* [Exercise aim] Count every line in the following entries that holds the word "controls". Only the number should be given.

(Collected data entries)

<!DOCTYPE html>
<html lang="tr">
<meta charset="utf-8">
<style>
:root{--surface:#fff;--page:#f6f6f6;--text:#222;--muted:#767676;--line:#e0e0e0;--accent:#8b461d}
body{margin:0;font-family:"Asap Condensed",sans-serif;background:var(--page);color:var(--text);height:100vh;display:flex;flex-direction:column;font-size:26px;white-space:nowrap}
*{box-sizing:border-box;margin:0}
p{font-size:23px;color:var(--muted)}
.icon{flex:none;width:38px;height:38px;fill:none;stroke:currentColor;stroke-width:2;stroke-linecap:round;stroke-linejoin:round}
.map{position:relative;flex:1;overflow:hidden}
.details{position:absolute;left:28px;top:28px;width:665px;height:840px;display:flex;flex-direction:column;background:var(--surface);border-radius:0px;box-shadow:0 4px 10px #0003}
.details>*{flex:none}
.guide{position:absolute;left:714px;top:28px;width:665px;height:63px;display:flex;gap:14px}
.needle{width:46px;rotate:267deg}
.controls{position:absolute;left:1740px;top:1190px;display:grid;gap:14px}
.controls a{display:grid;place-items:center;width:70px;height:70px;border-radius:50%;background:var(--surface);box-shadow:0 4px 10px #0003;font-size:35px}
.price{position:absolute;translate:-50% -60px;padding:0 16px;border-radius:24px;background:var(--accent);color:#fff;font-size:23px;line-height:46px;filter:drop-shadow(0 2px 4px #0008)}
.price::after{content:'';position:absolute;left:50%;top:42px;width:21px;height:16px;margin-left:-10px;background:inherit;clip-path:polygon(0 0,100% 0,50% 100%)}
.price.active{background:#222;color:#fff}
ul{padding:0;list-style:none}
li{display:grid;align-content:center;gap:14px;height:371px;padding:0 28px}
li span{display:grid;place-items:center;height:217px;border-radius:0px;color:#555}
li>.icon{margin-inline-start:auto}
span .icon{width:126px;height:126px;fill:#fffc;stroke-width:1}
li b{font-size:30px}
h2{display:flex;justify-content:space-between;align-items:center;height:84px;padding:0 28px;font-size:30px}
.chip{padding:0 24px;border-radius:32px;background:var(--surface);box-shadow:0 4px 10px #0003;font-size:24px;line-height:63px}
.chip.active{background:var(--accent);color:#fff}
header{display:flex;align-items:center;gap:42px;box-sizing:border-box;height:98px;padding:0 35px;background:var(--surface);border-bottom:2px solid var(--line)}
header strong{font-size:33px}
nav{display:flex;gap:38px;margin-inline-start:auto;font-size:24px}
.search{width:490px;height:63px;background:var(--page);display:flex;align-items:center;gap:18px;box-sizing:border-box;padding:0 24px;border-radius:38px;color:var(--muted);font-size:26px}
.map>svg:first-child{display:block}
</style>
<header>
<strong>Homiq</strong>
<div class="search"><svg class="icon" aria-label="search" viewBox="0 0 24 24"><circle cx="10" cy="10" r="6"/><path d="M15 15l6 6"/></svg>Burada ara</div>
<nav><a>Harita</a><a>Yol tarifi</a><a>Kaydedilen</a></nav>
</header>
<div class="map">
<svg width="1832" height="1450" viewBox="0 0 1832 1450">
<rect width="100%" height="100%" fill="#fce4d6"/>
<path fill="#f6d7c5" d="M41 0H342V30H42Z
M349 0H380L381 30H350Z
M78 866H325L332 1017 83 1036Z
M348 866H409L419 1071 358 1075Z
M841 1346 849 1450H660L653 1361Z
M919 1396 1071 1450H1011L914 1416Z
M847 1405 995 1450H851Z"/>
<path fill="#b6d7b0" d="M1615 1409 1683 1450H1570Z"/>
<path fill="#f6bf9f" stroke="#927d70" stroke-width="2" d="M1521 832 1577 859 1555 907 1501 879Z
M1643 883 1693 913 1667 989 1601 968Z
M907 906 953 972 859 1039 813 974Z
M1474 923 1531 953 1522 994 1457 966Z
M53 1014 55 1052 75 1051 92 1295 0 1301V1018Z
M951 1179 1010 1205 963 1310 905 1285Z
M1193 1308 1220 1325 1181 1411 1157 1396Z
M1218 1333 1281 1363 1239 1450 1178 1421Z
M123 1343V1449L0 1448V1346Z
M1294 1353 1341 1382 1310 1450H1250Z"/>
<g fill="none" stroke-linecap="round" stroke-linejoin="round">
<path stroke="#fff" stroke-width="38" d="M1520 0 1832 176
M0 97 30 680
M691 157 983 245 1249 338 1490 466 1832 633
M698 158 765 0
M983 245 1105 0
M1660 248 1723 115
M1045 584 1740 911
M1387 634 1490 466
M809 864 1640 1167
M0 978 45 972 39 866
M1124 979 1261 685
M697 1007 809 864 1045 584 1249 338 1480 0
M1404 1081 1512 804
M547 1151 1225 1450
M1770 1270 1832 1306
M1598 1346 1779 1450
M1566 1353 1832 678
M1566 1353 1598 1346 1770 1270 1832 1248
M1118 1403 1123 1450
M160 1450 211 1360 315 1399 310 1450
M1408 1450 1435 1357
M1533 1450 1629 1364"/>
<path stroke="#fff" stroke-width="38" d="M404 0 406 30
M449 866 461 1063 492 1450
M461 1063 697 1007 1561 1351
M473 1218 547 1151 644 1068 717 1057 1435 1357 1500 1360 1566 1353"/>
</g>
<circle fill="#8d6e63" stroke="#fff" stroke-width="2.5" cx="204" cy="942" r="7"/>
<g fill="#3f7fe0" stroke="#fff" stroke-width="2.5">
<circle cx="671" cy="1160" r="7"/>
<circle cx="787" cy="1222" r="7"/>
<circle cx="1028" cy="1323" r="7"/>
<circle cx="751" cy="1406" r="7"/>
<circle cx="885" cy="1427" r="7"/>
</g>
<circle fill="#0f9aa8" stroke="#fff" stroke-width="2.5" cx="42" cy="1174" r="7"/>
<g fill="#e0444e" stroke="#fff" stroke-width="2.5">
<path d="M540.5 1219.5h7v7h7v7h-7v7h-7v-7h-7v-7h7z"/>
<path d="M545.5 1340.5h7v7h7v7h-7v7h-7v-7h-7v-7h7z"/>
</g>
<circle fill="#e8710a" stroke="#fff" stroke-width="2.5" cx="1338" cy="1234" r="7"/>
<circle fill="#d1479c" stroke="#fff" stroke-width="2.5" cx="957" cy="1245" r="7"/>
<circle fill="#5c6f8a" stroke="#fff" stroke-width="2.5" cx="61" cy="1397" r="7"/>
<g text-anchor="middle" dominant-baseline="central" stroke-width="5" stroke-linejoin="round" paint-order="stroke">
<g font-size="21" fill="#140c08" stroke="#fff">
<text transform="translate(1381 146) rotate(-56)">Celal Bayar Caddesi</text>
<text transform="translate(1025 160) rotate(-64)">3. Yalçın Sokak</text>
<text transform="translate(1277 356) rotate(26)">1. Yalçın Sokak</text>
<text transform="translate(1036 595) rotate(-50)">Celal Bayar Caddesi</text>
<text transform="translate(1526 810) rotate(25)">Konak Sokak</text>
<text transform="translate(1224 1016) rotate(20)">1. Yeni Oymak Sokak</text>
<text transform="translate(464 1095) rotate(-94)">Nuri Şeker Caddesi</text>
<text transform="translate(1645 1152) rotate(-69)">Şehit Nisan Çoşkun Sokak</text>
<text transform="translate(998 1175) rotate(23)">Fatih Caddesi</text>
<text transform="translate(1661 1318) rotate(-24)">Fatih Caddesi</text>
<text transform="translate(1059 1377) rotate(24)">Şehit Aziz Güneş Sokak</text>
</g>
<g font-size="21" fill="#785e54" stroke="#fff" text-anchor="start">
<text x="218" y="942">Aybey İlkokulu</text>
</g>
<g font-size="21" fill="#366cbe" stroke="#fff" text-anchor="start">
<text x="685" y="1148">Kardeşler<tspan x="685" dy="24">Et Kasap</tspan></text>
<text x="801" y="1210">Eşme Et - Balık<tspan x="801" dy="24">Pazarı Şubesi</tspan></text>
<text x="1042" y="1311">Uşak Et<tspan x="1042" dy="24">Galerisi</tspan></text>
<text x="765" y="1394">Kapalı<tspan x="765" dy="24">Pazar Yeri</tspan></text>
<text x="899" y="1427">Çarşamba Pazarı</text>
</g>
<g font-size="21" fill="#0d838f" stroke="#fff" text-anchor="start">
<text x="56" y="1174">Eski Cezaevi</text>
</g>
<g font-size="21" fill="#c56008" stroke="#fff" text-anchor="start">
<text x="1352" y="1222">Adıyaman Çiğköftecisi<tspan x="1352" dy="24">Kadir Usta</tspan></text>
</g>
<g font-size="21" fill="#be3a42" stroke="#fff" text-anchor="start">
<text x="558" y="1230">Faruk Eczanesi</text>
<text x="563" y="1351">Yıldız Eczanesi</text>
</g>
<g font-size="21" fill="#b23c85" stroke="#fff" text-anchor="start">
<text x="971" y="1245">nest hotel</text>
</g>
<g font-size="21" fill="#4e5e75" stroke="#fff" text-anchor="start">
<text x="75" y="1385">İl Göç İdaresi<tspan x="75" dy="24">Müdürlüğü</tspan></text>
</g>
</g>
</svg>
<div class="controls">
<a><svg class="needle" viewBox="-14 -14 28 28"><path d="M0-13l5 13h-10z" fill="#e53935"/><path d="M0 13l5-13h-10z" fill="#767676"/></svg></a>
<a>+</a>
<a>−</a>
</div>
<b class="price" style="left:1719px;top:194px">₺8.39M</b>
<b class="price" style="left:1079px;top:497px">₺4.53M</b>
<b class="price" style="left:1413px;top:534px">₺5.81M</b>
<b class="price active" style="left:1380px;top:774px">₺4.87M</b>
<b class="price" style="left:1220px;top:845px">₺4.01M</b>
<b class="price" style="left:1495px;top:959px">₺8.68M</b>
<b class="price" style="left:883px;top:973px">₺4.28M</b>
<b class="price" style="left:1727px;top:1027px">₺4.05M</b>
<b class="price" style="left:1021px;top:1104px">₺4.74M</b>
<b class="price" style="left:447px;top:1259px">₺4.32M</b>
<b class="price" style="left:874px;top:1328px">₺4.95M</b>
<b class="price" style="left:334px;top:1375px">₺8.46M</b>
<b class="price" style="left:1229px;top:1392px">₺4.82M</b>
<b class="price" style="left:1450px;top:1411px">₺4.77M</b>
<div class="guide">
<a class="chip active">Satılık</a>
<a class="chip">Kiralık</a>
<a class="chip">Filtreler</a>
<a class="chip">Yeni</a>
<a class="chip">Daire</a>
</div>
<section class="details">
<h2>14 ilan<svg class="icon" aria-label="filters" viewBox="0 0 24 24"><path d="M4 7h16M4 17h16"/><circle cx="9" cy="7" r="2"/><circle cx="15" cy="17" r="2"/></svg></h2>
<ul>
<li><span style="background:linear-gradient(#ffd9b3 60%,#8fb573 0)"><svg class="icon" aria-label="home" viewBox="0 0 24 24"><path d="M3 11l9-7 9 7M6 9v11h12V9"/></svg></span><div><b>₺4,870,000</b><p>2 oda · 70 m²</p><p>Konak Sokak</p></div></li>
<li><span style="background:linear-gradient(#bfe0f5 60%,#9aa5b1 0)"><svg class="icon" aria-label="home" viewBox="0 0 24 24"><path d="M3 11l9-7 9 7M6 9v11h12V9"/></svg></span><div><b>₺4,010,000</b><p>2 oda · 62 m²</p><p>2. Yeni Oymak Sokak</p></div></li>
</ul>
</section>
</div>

* [Task result] 3